__Task prompt__:
Scan the entries and state how many lines contain "hidden". Write no other text.

__Data to process__:
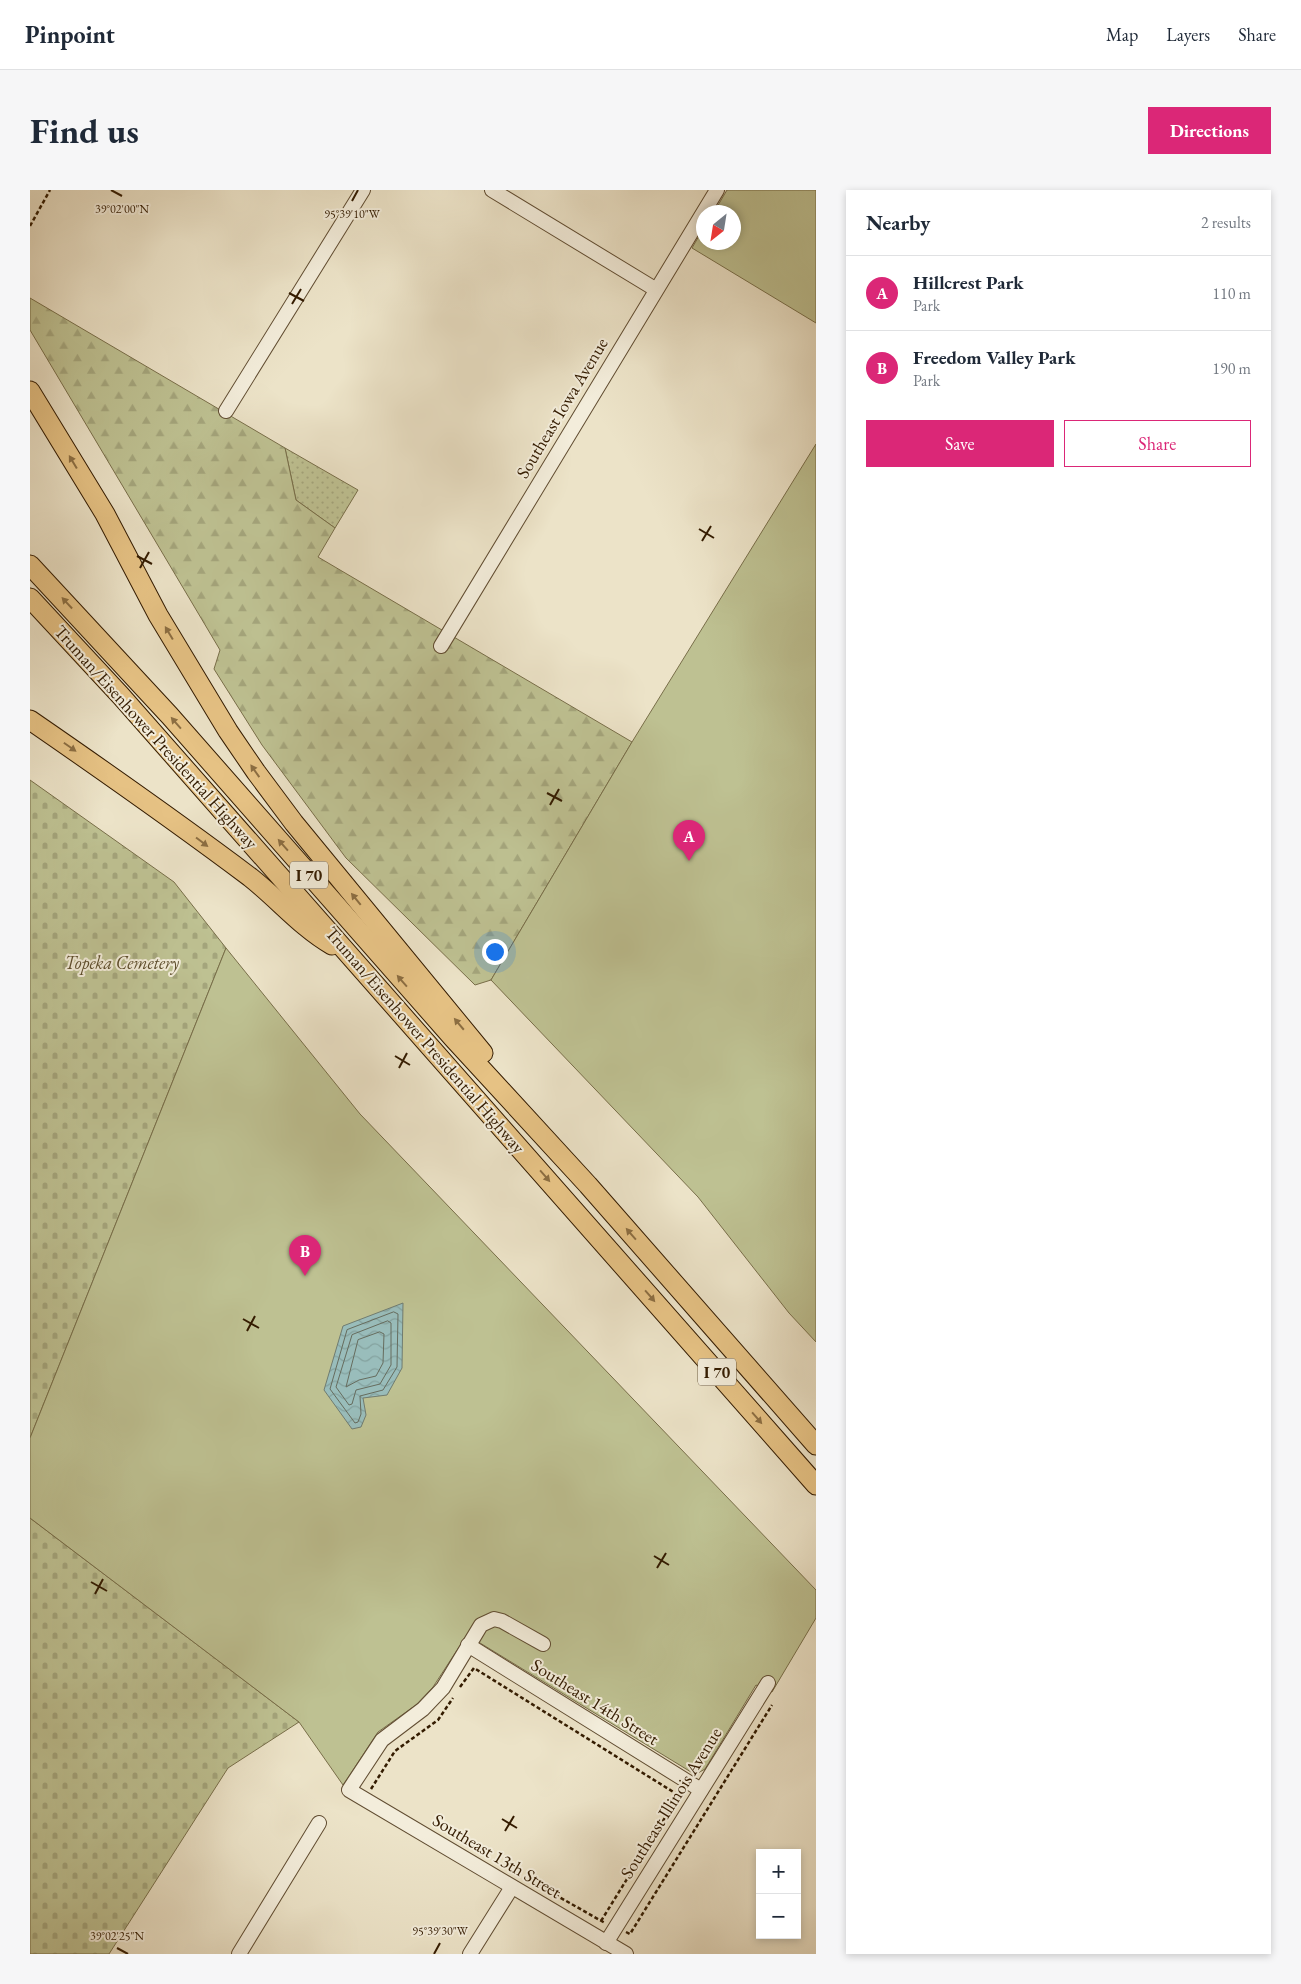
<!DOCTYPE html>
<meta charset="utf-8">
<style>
:root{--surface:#fff;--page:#f6f6f7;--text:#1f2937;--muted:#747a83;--line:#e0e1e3;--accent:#db2777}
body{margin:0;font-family:"EB Garamond",serif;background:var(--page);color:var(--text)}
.controls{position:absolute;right:15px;bottom:15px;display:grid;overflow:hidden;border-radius:0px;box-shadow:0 2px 8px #0003}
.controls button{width:45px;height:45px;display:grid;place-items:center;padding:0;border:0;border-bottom:1px solid var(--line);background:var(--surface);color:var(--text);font:25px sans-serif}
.compass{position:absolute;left:666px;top:15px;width:45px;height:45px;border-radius:50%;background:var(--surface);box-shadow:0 2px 8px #0003;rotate:210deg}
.you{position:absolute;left:464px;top:761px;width:18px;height:18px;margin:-12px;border:4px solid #fff;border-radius:50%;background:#1a73e8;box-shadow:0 0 0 8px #1a73e833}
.badge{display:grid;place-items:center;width:32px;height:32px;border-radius:50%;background:var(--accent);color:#fff;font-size:16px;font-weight:700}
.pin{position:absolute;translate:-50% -41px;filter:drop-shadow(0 1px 2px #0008)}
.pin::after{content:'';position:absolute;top:26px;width:18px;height:15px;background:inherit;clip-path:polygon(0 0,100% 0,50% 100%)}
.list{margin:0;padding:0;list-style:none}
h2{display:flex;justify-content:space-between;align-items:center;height:65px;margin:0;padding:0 20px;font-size:21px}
h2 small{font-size:16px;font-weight:400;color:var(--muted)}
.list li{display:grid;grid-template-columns:32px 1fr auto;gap:15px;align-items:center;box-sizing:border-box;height:75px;padding:0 20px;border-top:1px solid var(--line)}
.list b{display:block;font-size:19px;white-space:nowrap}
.list p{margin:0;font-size:16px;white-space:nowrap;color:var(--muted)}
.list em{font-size:16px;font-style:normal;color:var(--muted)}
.actions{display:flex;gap:10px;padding:15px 20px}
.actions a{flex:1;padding:11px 0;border:1px solid var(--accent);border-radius:0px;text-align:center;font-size:18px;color:var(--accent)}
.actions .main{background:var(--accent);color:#fff}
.map{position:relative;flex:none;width:786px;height:1764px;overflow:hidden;border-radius:0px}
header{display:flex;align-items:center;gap:30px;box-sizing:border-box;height:70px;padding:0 25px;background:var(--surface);border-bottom:1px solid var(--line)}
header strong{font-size:24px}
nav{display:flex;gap:28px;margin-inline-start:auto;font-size:18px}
.intro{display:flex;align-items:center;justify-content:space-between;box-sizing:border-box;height:120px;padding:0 30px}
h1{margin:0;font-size:35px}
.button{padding:12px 22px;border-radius:0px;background:var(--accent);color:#fff;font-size:18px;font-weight:700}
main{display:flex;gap:30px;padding:0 30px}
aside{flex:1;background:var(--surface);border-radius:0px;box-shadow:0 2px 8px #0003}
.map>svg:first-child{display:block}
</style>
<header>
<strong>Pinpoint</strong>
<nav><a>Map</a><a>Layers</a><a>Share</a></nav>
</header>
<div class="intro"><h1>Find us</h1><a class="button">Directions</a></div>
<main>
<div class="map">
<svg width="786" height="1764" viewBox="0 0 786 1764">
<defs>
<pattern id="grass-dots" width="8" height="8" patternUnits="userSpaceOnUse" patternTransform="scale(1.25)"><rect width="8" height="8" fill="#bec192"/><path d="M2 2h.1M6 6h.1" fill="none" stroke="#a4a57c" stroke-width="1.8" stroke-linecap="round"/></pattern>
<pattern id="forest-firs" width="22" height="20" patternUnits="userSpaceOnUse" patternTransform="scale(1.25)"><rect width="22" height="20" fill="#bec192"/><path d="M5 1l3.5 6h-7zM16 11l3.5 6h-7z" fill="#a4a57c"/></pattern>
<pattern id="cemetery-stones" width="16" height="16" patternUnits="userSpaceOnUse" patternTransform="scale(1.25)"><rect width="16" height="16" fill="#bec192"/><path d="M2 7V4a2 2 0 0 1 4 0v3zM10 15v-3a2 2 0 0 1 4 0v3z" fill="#a4a57c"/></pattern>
<pattern id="water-waves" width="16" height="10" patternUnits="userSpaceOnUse" patternTransform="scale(1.25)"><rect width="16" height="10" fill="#99bdbb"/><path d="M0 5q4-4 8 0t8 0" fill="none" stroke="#84a29f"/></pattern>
</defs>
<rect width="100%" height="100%" fill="#ece3c8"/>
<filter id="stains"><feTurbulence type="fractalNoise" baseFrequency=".004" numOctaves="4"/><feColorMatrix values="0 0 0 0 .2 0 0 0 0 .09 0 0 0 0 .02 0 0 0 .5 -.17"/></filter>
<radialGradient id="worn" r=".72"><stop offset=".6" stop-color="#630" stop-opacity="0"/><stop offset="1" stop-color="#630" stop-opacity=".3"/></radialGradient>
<polygon fill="url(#grass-dots)" stroke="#786e49" points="255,258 328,300 305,338 266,310"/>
<polygon fill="url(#forest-firs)" stroke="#786e49" points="0,108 255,258 266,310 305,338 288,367 602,552 461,790 445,795 316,668 232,555 184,479 190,460 0,140"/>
<g fill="url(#cemetery-stones)" stroke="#786e49">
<polygon points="0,590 144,692 196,758 0,1248"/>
<polygon points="0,1328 269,1532 198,1578 79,1764 0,1764"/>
</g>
<g fill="#bec192" stroke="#786e49">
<polygon points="697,0 786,0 786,133 662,58 673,39 674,52 704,52 704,22 684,22"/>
<polygon points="786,254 786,1152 759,1123 668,1007 461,790 602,552"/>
<polygon points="196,758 330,924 786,1400 786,1428 742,1502 726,1495 675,1579 668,1583 661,1582 437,1445 403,1497 386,1515 348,1542 313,1595 269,1532 0,1328 0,1248"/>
</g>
<polygon fill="url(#water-waves)" stroke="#707c70" points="373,1113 372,1178 357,1205 333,1208 336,1225 331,1237 322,1239 294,1200 313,1136"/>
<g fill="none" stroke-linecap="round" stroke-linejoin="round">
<g stroke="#666c5e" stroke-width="1">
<polygon points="364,1122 368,1124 367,1177 353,1200 330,1206 331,1224 328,1232 325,1233 300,1199 317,1140"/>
<polygon points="358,1131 361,1133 361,1175 350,1194 326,1200 322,1214 319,1215 306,1197 322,1145"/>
<polygon points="350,1142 354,1144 353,1173 346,1186 329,1190 316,1197 328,1150"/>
</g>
<g stroke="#614d32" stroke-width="16">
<g id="minor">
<polyline points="462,0 625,99"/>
<polyline points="196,221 333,0"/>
<polyline points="411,456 687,0"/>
<polyline points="513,1454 472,1431 464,1429 451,1435 413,1498 393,1519 352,1550 319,1600 596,1764"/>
<polyline points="438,1455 671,1600"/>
<polyline points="576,1753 738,1493"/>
<polyline points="209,1764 289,1633"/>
<polyline points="440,1764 482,1697"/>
</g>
</g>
<g stroke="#331b00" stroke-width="21">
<g id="highway">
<polyline points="0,201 75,324 128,425 198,541 226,582 264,633 453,863"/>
<polyline points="0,375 140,526 423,848 558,995 786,1255"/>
<polyline points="0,408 91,506 786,1295"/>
<path d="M 0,530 C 74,581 148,633 220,687 C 248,709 272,738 302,755"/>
</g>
</g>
<g stroke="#331b00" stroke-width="2.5" stroke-dasharray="4 2.5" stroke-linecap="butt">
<polyline points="0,36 20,0"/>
<polyline points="430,1497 444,1478 653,1608"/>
<polyline points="341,1599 365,1561 408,1530 423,1508"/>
<polyline points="508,1695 575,1733"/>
<polyline points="571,1731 649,1605"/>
<polyline points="596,1742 600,1744 742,1515"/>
</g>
<use href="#minor" stroke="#f3eddb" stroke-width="14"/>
<use href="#highway" stroke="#e6c284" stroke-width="19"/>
</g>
<defs><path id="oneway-solid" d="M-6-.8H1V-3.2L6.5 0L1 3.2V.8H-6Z" transform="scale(1.25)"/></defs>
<g fill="#8c6e42">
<use href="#oneway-solid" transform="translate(43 272) rotate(-121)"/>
<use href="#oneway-solid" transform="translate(37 413) rotate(-133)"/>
<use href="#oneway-solid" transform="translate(139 443) rotate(-121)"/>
<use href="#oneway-solid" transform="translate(146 533) rotate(-131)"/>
<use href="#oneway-solid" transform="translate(40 557) rotate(35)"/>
<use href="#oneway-solid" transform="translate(225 581) rotate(-125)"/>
<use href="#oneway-solid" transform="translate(172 652) rotate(37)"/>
<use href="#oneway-solid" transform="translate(253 655) rotate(-131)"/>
<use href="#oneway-solid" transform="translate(326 709) rotate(-129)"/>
<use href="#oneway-solid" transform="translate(372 791) rotate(-131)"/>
<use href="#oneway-solid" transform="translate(429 834) rotate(-130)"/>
<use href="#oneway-solid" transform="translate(515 986) rotate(49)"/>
<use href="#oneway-solid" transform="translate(601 1044) rotate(-131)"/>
<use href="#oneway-solid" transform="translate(620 1106) rotate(49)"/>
<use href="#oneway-solid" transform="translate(727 1228) rotate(49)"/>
</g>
<path fill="none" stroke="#331b00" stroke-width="2" d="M 81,0 L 92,6M 322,11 L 328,0M 259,103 L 274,111M 262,114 L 271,99M 669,339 L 684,348M 672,351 L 681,336M 107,366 L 122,374M 110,378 L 119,362M 517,603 L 532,611M 520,615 L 529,599M 365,866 L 380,875M 369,878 L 377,863M 213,1129 L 229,1138M 217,1141 L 225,1126M 624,1366 L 639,1375M 627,1378 L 636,1363M 61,1392 L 77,1401M 65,1404 L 73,1389M 472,1629 L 487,1638M 475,1641 L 484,1626M 87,1758 L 98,1764M 404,1764 L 410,1753"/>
<g text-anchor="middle" stroke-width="4" stroke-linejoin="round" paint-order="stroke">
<g fill="#f3eddb" stroke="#6d5a42" stroke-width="1">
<rect x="260" y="671.5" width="38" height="27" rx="4"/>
<rect x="668" y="1168.5" width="38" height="27" rx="4"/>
</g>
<g font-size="16" font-weight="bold" fill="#331b00">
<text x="279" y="691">I 70</text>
<text x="687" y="1188">I 70</text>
</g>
<g font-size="18" fill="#331b00" stroke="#f3eddb">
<text transform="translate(532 218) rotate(-59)" y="6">Southeast Iowa Avenue</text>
<text transform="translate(126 547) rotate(48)" y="6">Truman/Eisenhower Presidential Highway</text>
<text transform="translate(395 850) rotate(49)" y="6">Truman/Eisenhower Presidential Highway</text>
<text transform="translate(565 1512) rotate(32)" y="6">Southeast 14th Street</text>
<text transform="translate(641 1613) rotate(-58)" y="6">Southeast Illinois Avenue</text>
<text transform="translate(467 1666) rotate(31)" y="6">Southeast 13th Street</text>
</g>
<g font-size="18" font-style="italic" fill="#5d4d2c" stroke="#f3eddb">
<text x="92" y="779">Topeka Cemetery</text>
</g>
</g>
<g font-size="12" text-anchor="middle" fill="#331b00" stroke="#f3eddb" stroke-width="4" stroke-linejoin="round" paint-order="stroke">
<text x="92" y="23">39°02'00"N</text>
<text x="322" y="28">95°39'10"W</text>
<text x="410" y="1745">95°39'30"W</text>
<text x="87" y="1750">39°02'25"N</text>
</g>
<rect width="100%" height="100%" filter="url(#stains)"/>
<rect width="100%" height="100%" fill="url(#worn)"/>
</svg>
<div class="controls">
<button>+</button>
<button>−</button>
</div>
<svg class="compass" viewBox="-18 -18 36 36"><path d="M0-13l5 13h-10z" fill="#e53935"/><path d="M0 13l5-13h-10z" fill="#747a83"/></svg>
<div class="you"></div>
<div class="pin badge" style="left:659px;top:671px">A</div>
<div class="pin badge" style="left:275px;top:1086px">B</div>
</div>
<aside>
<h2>Nearby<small>2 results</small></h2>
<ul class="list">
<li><span class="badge">A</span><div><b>Hillcrest Park</b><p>Park</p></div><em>110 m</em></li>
<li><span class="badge">B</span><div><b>Freedom Valley Park</b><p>Park</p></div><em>190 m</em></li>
</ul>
<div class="actions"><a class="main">Save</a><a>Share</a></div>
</aside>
</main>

__Result of this task__:
2